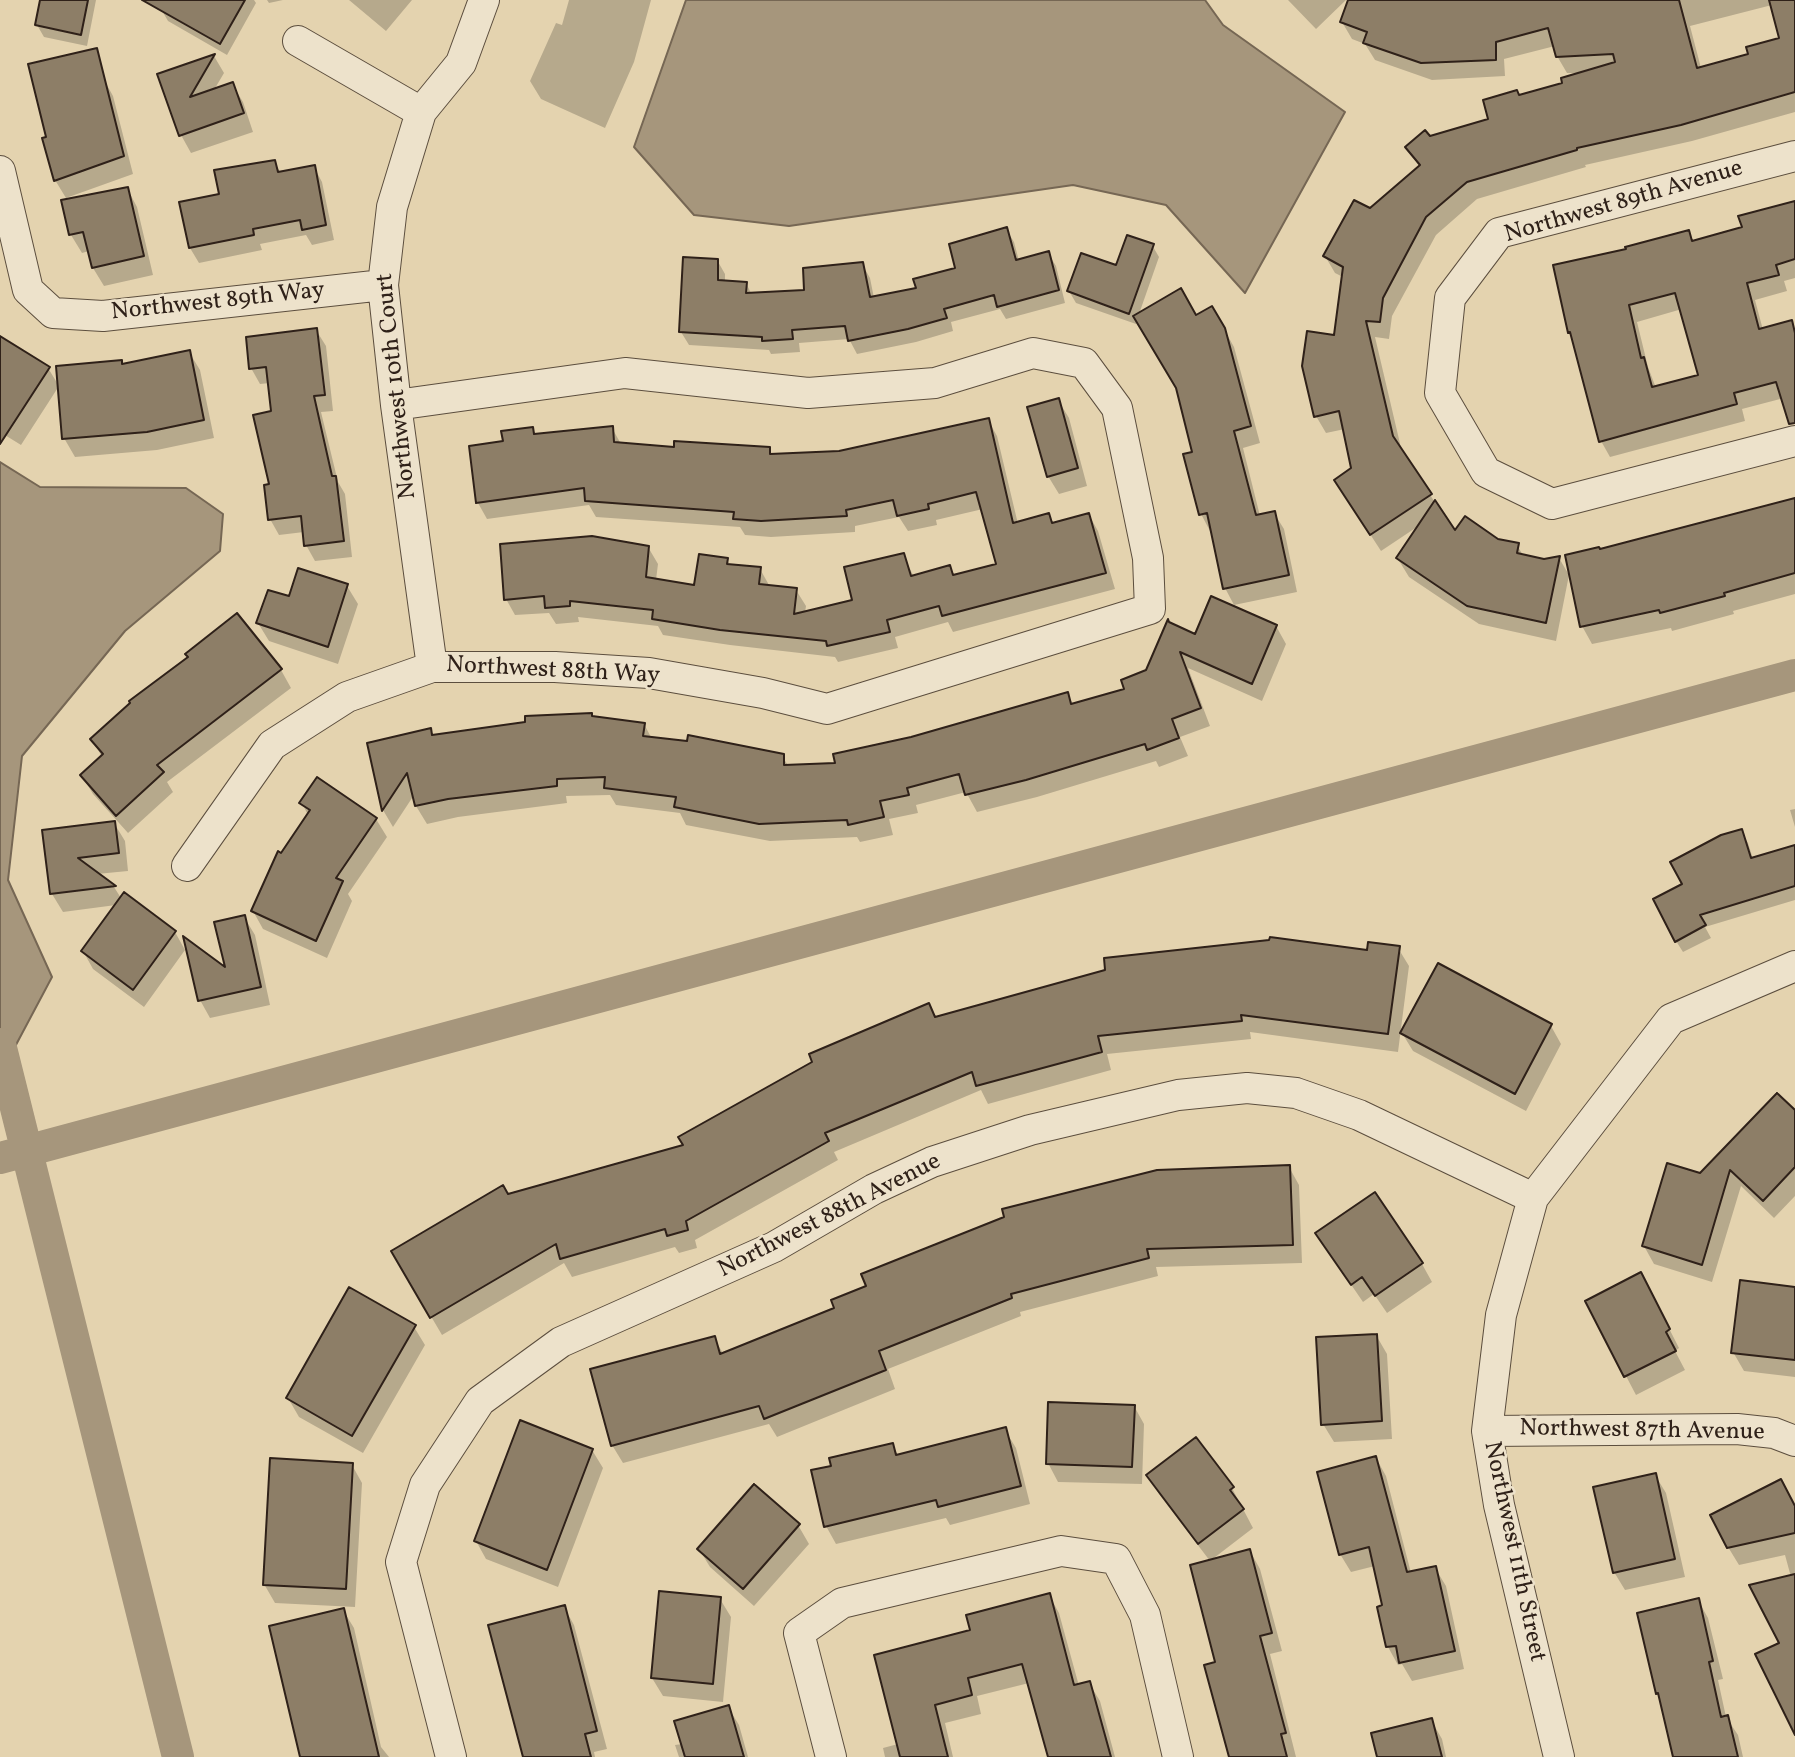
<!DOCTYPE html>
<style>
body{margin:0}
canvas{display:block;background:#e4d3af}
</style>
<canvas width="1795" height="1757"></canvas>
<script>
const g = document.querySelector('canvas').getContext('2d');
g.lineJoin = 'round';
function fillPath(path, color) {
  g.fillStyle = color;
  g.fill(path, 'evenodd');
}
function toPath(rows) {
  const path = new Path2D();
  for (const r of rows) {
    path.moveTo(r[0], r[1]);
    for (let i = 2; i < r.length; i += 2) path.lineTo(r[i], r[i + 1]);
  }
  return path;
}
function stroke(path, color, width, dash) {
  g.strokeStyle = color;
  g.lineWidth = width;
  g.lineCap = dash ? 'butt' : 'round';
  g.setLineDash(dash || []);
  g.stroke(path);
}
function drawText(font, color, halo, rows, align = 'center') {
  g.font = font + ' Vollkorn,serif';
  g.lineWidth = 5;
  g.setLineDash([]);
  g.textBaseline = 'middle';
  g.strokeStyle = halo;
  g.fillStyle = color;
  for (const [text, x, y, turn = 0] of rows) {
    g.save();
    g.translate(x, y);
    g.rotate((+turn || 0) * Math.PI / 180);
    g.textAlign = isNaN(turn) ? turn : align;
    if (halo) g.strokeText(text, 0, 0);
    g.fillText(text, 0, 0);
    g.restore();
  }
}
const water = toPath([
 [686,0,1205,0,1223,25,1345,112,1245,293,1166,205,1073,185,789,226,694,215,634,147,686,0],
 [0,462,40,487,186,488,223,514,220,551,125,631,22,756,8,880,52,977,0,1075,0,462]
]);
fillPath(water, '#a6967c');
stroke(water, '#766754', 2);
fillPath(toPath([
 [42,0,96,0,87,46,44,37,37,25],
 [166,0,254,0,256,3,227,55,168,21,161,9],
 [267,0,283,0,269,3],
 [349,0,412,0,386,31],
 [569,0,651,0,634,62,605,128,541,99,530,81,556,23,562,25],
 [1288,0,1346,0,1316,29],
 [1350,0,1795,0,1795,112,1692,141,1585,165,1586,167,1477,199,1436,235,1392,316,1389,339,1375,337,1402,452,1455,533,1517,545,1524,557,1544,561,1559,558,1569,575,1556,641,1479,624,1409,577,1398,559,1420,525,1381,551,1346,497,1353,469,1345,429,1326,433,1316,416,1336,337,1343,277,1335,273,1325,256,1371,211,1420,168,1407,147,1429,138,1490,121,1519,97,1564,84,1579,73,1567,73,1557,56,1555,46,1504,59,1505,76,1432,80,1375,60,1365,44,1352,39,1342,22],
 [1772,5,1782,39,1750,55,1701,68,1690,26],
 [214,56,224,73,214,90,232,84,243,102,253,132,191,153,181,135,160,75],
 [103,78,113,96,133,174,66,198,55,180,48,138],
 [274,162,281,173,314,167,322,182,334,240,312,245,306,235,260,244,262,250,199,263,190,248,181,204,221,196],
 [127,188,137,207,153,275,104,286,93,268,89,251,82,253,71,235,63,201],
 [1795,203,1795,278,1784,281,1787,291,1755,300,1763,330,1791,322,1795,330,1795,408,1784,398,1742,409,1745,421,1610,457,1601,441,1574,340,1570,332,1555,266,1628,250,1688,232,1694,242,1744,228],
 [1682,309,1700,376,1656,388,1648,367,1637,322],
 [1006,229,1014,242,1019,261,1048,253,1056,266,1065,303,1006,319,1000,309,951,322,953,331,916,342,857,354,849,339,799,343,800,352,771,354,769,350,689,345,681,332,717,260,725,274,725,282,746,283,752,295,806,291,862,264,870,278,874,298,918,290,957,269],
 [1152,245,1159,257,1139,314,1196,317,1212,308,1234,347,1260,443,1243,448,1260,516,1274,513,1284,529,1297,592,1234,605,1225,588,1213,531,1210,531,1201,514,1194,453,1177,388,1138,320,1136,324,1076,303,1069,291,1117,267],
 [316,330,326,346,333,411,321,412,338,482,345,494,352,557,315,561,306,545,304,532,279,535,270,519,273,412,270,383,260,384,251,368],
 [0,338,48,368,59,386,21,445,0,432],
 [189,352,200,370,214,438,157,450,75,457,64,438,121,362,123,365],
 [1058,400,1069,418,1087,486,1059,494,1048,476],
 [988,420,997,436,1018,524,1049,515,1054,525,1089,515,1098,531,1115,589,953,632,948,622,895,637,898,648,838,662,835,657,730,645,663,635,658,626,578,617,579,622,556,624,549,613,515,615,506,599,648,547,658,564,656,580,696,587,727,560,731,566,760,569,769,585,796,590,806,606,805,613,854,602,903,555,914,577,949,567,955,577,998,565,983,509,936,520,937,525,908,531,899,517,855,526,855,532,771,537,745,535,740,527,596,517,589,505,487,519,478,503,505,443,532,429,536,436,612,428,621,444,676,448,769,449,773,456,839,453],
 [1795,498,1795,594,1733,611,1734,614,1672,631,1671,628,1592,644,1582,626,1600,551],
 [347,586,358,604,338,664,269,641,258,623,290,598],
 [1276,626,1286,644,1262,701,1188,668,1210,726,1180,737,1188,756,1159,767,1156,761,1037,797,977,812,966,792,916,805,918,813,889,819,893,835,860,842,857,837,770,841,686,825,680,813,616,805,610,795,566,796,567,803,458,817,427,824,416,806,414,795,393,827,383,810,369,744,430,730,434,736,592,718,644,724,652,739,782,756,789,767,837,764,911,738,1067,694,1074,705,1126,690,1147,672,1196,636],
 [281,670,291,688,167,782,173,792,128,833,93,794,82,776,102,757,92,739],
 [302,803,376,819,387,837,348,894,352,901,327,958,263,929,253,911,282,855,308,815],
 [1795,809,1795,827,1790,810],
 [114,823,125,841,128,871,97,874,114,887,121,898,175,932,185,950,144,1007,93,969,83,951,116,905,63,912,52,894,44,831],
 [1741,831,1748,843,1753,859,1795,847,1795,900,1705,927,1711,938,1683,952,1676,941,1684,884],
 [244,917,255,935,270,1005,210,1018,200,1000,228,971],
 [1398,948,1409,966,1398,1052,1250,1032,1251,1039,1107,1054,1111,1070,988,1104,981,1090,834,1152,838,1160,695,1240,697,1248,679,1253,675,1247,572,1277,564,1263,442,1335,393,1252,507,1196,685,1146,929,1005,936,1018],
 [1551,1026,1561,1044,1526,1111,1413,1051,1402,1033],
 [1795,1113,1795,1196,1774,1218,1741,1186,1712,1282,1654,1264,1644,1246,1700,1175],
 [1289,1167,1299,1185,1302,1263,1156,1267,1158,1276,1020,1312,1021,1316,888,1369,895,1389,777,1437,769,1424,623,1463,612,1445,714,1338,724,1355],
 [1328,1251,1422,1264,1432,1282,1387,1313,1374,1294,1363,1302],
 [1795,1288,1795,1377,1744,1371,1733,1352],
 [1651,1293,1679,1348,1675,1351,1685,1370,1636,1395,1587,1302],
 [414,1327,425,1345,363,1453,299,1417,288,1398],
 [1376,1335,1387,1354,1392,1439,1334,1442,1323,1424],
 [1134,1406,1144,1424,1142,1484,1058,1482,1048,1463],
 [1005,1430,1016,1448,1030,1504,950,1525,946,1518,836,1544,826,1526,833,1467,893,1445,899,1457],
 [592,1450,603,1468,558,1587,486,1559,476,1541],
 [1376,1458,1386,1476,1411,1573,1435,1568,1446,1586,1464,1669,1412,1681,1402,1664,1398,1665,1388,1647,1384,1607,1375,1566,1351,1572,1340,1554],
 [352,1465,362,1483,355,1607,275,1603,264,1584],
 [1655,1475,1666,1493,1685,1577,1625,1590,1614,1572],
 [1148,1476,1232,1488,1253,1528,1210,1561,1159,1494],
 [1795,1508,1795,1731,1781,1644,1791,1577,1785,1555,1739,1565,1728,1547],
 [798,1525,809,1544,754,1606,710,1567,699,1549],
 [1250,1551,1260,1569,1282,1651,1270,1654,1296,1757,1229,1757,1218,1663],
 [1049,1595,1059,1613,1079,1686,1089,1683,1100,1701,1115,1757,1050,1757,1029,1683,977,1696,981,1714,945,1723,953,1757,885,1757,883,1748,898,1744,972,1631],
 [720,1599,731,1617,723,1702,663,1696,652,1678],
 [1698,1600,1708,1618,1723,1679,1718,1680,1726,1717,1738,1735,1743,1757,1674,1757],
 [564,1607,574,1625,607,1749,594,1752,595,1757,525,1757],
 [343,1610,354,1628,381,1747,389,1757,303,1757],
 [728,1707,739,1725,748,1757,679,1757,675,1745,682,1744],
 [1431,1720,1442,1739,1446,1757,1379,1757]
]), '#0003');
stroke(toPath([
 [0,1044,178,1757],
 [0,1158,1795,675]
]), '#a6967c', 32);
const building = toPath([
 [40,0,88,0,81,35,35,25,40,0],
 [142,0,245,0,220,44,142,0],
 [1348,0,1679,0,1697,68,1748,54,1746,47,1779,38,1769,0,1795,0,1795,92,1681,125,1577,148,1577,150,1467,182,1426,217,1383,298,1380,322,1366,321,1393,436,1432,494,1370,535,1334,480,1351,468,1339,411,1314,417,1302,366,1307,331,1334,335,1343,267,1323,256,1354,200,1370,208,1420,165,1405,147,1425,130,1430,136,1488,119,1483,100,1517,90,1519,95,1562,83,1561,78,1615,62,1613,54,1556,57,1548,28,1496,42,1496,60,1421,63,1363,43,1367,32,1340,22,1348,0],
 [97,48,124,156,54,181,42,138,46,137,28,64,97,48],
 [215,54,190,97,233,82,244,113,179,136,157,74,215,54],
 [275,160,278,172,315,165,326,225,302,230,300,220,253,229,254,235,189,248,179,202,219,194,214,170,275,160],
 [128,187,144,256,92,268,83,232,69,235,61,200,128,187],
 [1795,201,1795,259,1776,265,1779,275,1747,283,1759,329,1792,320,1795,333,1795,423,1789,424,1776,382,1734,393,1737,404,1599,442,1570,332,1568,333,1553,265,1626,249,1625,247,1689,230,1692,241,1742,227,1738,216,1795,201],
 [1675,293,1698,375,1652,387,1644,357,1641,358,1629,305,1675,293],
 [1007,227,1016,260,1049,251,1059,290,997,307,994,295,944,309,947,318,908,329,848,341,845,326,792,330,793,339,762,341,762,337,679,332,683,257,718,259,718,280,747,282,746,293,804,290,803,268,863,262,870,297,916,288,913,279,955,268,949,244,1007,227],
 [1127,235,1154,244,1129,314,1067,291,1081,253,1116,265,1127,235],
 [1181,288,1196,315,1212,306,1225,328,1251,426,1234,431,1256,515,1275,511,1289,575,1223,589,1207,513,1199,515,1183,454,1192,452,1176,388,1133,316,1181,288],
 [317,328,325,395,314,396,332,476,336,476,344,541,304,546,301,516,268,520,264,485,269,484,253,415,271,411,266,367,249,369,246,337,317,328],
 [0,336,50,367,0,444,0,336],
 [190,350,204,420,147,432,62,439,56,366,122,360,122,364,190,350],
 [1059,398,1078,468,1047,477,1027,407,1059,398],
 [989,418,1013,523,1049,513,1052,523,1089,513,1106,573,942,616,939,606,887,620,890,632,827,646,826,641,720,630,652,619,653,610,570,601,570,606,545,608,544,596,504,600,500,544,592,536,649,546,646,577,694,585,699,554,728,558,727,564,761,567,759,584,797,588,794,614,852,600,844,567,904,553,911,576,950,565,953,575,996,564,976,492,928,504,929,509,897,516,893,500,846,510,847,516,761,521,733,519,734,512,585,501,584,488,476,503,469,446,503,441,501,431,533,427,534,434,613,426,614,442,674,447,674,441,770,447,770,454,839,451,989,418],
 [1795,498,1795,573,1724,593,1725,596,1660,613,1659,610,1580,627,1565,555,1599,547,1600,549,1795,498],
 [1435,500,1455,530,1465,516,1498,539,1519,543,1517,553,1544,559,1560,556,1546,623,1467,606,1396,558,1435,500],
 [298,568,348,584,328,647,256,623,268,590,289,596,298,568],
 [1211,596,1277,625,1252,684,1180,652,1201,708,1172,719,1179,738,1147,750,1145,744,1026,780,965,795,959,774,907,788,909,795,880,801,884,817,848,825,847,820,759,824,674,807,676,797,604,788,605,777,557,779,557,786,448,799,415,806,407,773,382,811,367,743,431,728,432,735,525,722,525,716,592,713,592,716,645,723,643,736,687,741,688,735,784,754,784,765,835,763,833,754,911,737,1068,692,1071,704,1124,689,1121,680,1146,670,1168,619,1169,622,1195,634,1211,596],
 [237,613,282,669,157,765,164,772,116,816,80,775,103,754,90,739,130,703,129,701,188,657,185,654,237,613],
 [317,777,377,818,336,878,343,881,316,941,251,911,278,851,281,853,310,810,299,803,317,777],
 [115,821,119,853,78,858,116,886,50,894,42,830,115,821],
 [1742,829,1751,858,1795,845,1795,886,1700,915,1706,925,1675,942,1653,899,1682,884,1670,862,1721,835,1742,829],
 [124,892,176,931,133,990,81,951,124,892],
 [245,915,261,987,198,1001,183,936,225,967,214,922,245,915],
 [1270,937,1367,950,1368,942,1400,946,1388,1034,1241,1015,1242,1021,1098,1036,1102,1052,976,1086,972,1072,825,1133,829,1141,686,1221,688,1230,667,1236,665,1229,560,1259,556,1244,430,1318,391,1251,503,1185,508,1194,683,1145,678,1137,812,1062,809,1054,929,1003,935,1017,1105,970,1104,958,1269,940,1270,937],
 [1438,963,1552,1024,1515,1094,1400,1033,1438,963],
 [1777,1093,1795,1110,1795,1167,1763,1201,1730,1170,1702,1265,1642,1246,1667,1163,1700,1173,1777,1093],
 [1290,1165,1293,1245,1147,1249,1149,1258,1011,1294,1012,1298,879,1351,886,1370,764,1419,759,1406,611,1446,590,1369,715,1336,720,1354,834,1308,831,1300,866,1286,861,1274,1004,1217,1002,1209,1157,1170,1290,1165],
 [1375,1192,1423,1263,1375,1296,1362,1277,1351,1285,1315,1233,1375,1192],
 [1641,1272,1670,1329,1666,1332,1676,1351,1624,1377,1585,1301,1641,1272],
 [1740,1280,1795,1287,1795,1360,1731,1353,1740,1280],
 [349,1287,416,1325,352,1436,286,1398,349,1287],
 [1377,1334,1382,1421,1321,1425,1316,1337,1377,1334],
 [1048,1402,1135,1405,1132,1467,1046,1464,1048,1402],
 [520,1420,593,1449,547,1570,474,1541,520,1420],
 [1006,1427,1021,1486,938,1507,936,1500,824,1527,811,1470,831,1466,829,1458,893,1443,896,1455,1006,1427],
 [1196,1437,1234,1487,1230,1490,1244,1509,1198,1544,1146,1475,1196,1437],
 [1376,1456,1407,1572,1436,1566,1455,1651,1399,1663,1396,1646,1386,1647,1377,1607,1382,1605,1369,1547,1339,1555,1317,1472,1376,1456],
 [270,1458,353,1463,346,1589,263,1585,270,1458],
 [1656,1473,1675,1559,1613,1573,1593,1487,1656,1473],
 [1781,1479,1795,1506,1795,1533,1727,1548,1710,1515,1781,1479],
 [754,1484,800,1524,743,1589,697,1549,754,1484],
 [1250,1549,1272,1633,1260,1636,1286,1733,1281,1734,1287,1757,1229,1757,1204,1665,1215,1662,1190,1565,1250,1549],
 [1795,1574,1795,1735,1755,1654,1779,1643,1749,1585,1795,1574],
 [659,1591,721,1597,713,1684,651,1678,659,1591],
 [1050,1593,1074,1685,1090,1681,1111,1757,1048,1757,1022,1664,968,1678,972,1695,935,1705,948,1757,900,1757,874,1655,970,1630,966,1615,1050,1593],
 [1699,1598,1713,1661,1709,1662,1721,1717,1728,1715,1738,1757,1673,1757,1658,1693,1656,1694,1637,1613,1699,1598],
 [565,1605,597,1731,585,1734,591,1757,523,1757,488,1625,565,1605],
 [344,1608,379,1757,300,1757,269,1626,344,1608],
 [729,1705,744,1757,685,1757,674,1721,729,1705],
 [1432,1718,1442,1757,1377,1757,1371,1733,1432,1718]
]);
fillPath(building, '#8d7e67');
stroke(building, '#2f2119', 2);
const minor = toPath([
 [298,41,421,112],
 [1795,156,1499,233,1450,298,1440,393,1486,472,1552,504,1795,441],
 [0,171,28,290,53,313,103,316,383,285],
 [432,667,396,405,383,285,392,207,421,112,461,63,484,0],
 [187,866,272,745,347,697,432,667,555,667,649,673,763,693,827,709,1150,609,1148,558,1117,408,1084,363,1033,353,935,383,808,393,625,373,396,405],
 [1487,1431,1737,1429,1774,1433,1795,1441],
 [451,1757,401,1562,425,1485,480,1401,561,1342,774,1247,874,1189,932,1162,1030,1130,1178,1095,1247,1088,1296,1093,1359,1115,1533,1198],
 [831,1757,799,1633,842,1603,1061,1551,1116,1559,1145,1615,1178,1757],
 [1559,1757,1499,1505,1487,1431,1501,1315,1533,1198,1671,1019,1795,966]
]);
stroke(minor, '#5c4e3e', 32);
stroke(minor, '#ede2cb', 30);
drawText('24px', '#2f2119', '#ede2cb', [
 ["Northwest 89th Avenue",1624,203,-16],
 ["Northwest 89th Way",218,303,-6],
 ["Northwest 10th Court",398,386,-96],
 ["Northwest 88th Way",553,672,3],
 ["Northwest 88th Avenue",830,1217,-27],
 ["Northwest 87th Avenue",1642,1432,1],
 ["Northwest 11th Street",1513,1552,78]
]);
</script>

::::::::

» Action item:
Scan the records above for the string "const", then select every line that holds it.

» Reply:
const g = document.querySelector('canvas').getContext('2d');
  const path = new Path2D();
  for (const r of rows) {
  for (const [text, x, y, turn = 0] of rows) {
const water = toPath([
const building = toPath([
const minor = toPath([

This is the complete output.